Author’s Method.—The latter operation is most successful where the upper part of the pinna is unusually flat. It does not correct this flatness, however, which is often an objection, hence the author suggests excising a section of the entire thickness of the ear from the fossa somewhat in the form shown in [Fig. 134], curving the two deeper invading incisions, so that when the parts are brought together a concavity will be given the antihelix, as in the natural auricle.
Fig. 134. Fig. 135.
Author’s Method.
The rearrangement of the parts in this event is shown in [Fig. 135]. The only objection to the above may be found in the two linear scars across the antihelix entirely overcome by the Parkhill operation, wherein the line of union falls just below the rim of the helix and into the groove commonly found there, yet any of these scars shows little in well-done operations and when union takes place by first intention.
There will always appear a notchlike depression where the newly cut ends of the helix are brought together, owing to the cicatrix involving the space between the cartilaginous borders.

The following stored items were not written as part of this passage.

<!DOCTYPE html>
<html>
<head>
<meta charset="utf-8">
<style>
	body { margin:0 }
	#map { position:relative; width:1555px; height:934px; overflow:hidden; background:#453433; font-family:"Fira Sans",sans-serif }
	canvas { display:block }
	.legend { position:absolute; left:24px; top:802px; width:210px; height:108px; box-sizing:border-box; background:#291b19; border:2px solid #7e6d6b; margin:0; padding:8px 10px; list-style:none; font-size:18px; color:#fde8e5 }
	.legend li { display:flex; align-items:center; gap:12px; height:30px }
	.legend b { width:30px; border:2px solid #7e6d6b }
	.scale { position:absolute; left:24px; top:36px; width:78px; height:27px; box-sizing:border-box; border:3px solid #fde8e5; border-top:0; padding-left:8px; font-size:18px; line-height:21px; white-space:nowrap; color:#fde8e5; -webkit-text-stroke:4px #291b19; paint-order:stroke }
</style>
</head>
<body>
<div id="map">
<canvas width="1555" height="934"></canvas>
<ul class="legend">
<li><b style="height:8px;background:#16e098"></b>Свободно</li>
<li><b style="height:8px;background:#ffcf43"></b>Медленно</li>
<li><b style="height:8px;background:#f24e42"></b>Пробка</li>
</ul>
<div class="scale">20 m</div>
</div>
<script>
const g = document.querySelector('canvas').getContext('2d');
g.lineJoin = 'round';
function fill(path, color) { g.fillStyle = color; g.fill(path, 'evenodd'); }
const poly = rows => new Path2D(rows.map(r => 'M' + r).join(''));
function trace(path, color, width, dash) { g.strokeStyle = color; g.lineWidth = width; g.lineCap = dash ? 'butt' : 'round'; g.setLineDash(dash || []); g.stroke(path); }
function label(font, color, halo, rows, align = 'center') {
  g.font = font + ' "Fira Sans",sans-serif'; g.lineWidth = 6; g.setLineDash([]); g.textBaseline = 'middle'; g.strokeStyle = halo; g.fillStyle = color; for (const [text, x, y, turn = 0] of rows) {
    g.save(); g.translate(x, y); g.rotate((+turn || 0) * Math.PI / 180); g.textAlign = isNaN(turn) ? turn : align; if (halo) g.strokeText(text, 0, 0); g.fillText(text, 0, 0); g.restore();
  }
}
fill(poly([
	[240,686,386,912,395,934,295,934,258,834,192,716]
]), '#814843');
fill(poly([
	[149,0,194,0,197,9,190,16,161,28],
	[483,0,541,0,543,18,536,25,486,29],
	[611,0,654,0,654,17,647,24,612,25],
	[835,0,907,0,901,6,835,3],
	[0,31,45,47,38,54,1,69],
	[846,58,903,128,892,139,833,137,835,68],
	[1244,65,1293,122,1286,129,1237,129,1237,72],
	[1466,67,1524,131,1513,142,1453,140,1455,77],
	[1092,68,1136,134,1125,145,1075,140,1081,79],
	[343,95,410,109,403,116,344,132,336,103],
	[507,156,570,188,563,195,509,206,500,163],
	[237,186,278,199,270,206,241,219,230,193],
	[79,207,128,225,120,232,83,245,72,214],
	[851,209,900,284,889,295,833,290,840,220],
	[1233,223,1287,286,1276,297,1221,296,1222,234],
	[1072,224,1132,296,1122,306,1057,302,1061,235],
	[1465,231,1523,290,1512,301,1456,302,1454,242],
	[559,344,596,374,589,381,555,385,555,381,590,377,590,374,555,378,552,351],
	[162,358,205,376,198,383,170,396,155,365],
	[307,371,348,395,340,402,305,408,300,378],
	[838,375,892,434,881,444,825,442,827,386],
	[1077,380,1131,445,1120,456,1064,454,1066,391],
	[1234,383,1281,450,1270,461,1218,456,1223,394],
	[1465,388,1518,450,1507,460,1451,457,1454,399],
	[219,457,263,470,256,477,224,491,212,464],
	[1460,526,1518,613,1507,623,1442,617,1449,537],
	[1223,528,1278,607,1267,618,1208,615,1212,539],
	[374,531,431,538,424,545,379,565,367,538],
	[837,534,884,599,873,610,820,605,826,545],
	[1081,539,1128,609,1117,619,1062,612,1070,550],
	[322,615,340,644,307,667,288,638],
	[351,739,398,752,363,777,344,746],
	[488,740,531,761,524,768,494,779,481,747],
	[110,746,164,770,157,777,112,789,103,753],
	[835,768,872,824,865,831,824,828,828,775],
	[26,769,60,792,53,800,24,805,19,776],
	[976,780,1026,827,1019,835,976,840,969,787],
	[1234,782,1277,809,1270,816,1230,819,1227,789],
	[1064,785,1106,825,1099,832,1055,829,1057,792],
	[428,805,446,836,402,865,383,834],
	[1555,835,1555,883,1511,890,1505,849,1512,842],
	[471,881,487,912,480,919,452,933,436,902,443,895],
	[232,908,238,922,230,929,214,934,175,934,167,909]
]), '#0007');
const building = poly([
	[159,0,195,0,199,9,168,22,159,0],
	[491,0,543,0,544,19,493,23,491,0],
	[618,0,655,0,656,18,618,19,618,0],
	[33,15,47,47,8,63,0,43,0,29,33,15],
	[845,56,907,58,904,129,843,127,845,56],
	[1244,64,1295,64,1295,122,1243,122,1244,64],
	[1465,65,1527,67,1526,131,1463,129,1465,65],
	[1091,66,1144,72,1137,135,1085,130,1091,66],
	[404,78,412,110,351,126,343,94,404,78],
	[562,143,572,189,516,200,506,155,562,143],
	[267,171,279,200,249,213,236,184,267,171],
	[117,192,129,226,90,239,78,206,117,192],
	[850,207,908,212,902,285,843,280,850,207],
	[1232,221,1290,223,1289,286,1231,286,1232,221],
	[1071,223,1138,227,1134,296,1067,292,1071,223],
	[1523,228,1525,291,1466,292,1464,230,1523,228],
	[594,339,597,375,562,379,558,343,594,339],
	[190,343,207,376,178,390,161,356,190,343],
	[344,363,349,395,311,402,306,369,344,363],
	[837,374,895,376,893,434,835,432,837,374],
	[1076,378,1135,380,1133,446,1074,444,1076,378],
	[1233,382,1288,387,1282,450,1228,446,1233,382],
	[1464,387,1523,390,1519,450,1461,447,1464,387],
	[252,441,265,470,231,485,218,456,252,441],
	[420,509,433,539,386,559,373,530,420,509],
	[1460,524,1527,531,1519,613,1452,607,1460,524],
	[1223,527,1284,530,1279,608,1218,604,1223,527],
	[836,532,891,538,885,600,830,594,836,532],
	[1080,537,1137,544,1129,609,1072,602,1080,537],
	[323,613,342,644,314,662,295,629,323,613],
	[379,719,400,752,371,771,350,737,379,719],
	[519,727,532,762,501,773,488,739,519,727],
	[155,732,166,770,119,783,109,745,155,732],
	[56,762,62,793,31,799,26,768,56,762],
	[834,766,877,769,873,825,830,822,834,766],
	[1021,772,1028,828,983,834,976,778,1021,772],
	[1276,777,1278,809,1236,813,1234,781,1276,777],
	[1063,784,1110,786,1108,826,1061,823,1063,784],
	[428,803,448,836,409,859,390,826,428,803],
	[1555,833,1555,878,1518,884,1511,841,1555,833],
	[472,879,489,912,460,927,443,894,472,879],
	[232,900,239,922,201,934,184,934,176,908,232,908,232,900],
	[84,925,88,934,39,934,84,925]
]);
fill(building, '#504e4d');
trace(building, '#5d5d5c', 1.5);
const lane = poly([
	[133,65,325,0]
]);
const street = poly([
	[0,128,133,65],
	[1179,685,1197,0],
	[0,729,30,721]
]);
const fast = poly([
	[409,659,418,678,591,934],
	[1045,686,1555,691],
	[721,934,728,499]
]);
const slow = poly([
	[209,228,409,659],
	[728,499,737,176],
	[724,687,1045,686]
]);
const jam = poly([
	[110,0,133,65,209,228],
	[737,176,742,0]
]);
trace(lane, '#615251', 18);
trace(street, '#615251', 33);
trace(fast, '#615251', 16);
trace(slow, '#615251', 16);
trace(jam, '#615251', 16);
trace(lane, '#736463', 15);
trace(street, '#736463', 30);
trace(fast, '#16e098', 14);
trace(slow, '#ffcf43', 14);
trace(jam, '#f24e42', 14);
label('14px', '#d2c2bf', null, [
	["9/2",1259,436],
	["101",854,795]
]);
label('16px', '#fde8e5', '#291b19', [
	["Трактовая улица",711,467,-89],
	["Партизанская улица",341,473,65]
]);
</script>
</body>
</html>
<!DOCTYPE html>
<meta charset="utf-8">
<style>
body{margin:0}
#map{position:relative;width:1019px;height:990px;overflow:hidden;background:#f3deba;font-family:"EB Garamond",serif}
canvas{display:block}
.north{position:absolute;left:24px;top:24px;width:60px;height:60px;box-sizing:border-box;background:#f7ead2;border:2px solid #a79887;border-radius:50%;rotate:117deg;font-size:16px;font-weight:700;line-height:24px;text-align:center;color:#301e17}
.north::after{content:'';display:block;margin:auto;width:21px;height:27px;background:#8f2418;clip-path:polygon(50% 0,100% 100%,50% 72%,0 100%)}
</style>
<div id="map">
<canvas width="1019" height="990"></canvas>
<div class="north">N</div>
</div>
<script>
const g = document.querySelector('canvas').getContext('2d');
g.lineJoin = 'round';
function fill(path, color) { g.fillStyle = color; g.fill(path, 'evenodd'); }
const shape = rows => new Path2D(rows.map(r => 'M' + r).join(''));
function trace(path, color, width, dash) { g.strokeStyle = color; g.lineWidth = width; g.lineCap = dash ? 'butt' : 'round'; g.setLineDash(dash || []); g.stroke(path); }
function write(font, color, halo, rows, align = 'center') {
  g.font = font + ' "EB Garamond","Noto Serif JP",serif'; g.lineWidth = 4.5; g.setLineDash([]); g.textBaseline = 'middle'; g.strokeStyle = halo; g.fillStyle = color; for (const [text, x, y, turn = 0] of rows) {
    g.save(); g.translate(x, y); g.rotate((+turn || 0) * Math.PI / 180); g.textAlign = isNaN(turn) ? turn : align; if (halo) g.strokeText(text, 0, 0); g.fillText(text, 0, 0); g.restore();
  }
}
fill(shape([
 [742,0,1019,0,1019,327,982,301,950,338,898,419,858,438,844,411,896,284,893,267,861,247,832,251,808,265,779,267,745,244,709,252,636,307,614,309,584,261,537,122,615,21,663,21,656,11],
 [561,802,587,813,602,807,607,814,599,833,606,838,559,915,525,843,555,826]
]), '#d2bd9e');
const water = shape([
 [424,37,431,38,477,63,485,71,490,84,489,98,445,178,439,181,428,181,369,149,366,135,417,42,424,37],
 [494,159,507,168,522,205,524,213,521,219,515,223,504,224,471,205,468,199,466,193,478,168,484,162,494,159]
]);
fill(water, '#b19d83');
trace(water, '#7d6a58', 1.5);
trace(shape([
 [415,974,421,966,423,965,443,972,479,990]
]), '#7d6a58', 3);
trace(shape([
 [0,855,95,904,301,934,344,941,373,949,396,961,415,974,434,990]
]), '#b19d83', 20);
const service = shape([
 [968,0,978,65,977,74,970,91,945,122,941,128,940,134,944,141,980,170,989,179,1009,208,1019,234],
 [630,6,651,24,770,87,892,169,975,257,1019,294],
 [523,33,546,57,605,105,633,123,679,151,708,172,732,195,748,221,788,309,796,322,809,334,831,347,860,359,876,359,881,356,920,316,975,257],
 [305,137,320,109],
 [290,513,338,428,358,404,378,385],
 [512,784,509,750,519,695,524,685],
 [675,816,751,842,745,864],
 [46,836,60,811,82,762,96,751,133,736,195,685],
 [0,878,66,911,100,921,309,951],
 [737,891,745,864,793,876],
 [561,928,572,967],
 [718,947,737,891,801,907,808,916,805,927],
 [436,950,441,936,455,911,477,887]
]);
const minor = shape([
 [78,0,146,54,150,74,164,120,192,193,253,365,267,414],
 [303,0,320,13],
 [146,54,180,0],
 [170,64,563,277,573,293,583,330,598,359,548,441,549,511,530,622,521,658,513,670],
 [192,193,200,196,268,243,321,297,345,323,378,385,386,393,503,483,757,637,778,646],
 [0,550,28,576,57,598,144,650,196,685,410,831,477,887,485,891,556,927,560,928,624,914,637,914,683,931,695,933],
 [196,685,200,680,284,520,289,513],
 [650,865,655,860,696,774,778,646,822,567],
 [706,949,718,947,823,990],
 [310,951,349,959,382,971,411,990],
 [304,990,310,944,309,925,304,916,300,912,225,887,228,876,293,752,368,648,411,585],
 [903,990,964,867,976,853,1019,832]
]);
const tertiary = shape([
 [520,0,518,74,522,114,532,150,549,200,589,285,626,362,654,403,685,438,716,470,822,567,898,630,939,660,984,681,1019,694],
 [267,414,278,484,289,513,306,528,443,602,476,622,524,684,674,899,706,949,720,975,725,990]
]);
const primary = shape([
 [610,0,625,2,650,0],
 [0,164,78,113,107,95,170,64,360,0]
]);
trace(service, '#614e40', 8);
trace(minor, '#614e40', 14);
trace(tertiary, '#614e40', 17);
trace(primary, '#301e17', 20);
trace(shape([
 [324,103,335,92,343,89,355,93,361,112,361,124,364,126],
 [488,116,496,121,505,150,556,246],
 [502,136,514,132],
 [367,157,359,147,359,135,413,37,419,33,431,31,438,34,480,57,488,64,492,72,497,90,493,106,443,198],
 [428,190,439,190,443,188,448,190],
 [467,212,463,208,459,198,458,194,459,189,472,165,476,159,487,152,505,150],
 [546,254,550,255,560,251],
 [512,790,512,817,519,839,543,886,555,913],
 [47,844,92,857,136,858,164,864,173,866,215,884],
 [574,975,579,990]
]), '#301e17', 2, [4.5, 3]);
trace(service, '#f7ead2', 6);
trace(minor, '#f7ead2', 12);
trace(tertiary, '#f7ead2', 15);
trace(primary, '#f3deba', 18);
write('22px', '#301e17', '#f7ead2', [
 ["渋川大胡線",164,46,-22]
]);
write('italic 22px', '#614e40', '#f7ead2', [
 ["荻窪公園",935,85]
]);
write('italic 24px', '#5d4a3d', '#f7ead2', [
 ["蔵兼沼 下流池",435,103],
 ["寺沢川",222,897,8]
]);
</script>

Inasmuch as this notch necessarily shows the most prominent part of the ear, the author advocates the following method in which the notch is brought anterior to the fossa of the antihelix; in other words, near to the point of the union of the helix with the skin of the face about on a line with the superior border of the zygomatic process; a point where the hair is in close proximity with the ear and where the scar can be more easily covered.
The form of incision is somewhat sickle shaped, the upper curvature of the incision following the inferior border of the helix and extending well into the fossa of the helix, as shown in [Fig. 136]. Where the antihelix is particularly large a triangular section may be removed, as shown at A, with a corresponding shortening of the helix flap at B. The latter gives more contour to the ear as well.